To iPod or not to iPod.
I've been to two very different iPod receptions. One was hectic; the DJ (younger brother of the bride) didn't have the music downloaded until the day of the wedding. There were technical difficulties with the borrowed sound board and speakers, with no sound technicians available to help. This was a wedding where the savings didn't offset the stress costs.
The second iPod reception was meticulously calculated by the bride and groom. They had arranged four CDs full of music and named each after a Golden Girl. The first CD had the ceremony music, the remaining 3 CDs progressively sped up the beat into a full dance party. Then the newlyweds gave out one of the four CDs to each guest as a favor. It was a smooth transition of fabulous music, each song being meaningful to the bride and groom.

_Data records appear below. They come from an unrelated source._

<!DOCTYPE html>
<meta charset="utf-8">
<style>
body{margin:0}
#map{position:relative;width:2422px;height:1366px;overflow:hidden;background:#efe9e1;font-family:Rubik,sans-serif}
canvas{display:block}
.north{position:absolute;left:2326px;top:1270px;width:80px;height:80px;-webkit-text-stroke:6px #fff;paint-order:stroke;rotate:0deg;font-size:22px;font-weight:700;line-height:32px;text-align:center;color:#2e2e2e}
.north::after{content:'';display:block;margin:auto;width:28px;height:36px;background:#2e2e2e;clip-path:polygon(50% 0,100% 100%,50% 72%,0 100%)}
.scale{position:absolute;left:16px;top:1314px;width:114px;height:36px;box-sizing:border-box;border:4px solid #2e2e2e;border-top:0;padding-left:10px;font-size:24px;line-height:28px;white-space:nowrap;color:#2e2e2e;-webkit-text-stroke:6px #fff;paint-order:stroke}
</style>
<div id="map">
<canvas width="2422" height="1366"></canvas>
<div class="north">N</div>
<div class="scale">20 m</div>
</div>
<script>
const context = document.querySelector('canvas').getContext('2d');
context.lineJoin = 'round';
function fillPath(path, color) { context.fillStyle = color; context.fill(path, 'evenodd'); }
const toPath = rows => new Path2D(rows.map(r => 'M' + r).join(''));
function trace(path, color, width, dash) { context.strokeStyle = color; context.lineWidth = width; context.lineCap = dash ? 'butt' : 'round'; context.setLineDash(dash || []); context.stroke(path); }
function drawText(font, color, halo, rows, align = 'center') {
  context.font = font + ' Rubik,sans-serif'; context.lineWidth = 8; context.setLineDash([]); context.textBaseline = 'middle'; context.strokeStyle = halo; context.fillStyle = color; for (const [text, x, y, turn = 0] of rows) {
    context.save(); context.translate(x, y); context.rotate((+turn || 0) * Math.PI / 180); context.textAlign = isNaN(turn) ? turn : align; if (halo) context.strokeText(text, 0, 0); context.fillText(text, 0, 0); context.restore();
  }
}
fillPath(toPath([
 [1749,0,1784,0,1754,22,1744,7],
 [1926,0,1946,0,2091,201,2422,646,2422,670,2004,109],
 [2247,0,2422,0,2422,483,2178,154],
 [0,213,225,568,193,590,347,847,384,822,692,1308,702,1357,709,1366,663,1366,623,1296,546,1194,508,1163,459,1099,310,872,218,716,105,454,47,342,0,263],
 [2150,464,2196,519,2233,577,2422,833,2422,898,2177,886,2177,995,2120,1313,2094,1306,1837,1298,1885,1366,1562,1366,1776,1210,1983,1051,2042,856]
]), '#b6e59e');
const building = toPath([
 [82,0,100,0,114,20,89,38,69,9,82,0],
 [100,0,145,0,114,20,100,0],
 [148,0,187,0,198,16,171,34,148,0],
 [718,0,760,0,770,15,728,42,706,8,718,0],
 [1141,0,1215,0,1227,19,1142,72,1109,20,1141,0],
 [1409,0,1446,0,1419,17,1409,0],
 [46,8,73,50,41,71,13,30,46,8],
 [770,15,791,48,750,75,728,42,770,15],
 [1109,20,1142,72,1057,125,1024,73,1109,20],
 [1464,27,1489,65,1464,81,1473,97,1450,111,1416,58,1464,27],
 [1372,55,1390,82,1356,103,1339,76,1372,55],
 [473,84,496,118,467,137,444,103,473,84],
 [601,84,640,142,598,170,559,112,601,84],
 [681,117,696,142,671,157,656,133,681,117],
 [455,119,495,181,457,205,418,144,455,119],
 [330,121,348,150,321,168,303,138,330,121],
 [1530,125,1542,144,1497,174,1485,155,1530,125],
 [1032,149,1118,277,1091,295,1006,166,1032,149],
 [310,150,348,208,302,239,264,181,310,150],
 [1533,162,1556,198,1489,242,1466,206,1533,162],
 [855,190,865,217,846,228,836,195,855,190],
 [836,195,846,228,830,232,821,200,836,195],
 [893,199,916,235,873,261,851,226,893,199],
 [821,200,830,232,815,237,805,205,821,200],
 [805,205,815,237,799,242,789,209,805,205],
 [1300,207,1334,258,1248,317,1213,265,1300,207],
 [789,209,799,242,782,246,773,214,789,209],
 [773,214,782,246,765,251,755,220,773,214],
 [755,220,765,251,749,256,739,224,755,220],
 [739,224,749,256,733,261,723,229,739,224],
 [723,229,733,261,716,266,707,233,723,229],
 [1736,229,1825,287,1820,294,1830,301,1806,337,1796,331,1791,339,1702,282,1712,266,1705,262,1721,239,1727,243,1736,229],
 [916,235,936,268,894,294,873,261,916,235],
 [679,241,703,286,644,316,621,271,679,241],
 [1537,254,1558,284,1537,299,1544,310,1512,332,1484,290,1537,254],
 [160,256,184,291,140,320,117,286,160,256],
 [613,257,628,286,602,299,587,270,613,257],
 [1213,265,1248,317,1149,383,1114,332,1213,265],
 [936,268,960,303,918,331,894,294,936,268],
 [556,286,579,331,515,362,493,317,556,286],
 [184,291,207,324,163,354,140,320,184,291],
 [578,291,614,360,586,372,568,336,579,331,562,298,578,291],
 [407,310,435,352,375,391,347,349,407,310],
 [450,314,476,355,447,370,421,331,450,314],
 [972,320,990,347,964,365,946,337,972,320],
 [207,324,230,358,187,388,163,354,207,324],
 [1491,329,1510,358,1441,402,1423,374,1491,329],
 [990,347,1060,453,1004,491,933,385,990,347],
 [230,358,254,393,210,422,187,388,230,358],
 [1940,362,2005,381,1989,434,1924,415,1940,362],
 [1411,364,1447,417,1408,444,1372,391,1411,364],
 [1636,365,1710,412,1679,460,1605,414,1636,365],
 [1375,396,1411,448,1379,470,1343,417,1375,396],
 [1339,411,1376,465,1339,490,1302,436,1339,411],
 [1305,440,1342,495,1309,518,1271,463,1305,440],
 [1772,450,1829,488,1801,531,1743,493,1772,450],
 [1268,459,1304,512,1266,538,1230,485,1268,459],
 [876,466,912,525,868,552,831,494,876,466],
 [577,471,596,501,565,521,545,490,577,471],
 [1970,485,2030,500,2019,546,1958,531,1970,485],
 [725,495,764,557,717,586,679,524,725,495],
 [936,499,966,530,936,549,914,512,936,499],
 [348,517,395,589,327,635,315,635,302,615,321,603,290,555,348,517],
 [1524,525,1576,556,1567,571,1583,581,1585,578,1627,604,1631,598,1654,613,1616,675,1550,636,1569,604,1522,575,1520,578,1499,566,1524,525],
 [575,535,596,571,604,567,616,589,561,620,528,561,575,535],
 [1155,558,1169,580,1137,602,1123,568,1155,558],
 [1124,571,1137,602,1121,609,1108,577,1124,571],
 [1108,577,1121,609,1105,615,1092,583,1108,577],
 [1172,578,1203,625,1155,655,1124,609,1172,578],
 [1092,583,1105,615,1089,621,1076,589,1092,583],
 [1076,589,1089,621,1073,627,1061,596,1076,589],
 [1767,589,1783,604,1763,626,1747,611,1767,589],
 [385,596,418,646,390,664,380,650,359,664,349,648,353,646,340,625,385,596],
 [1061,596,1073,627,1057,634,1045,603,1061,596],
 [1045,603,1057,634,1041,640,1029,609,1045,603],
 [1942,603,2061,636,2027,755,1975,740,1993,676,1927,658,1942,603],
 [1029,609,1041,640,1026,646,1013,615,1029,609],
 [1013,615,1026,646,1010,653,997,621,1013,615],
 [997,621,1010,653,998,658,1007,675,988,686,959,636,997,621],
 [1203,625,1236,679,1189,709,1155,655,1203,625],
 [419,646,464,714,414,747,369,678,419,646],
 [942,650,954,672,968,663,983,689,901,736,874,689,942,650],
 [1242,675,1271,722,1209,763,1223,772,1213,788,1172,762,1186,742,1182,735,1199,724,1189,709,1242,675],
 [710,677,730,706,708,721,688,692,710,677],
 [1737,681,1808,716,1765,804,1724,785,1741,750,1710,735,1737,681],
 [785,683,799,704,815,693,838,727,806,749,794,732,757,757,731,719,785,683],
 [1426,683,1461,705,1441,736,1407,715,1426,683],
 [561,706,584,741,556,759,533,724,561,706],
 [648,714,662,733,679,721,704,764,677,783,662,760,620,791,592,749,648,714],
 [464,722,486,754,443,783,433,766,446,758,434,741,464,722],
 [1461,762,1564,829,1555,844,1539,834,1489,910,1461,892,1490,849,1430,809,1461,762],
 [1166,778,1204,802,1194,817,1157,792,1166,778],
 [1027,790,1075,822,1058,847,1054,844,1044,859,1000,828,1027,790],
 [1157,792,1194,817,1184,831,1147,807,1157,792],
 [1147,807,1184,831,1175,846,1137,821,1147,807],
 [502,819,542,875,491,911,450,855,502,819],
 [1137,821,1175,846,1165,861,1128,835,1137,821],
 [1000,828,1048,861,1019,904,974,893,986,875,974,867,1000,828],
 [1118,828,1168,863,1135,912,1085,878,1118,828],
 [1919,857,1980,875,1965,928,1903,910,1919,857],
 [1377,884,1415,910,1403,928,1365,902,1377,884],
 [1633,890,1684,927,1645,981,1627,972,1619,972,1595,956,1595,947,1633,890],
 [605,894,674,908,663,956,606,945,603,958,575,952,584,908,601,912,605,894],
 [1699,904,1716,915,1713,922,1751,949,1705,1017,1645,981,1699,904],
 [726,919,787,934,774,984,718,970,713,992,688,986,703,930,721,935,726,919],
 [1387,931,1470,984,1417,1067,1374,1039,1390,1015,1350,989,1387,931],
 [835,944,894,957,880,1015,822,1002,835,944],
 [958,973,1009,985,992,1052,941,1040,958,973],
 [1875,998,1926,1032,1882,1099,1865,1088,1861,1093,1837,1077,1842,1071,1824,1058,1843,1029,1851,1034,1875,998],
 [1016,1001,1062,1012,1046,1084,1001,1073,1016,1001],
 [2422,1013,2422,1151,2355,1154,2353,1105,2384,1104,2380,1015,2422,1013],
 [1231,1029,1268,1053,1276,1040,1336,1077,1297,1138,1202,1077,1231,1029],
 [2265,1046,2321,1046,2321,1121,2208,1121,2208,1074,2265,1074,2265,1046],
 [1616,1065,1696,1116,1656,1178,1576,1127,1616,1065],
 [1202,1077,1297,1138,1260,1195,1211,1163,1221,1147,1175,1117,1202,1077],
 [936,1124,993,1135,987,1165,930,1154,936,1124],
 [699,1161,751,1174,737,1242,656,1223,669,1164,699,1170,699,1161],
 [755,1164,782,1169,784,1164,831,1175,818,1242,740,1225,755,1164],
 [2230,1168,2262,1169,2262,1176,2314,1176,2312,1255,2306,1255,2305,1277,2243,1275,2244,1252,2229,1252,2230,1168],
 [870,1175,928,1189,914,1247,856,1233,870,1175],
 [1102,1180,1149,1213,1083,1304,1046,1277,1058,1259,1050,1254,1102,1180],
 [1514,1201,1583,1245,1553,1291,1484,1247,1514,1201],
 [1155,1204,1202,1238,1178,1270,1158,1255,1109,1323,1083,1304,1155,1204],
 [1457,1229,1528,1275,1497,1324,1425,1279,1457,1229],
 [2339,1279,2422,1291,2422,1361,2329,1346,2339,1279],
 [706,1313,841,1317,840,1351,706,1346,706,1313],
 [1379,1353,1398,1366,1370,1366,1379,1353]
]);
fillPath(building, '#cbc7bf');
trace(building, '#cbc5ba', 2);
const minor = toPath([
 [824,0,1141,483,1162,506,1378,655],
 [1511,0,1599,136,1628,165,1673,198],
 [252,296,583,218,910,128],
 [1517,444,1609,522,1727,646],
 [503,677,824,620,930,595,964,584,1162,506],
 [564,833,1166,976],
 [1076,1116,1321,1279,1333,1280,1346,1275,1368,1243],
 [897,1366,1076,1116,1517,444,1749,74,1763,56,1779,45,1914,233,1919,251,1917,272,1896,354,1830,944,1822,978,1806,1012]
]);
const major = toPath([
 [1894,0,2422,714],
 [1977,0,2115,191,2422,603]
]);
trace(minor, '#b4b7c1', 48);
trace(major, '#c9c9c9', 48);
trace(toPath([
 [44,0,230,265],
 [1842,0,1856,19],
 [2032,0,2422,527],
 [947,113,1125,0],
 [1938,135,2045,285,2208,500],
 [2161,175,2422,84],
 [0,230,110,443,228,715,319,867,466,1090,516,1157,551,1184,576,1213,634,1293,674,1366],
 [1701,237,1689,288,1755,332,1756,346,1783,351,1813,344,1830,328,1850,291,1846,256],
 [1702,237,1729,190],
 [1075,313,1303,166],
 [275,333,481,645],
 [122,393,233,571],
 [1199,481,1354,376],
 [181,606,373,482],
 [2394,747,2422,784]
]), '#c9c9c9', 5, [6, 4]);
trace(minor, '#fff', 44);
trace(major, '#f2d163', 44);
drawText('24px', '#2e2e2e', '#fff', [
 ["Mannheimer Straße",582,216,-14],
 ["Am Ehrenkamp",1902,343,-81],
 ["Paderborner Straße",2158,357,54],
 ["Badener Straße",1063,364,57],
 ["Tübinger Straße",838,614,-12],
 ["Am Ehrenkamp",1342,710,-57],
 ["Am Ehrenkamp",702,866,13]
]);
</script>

If you're considering a iPod reception you'll need to consider: where will you get speakers and can you get enough? Will you have a Emcee to host events such as the cake cutting and bouquet toss? Will the Emcee be up to the job? Is your wedding very formal, or a more relaxed event?
Martha Stewart interviewed New York City planner Elizabeth Allen . She uses digital music strictly for cocktail hours and after-parties: "It's a great way to create a loungey vibe." For the dinner and dancing, she prefers a band or deejay. "They connect with the crowd and can read the mood," says Allen. "If something has to shift, they can do it quickly."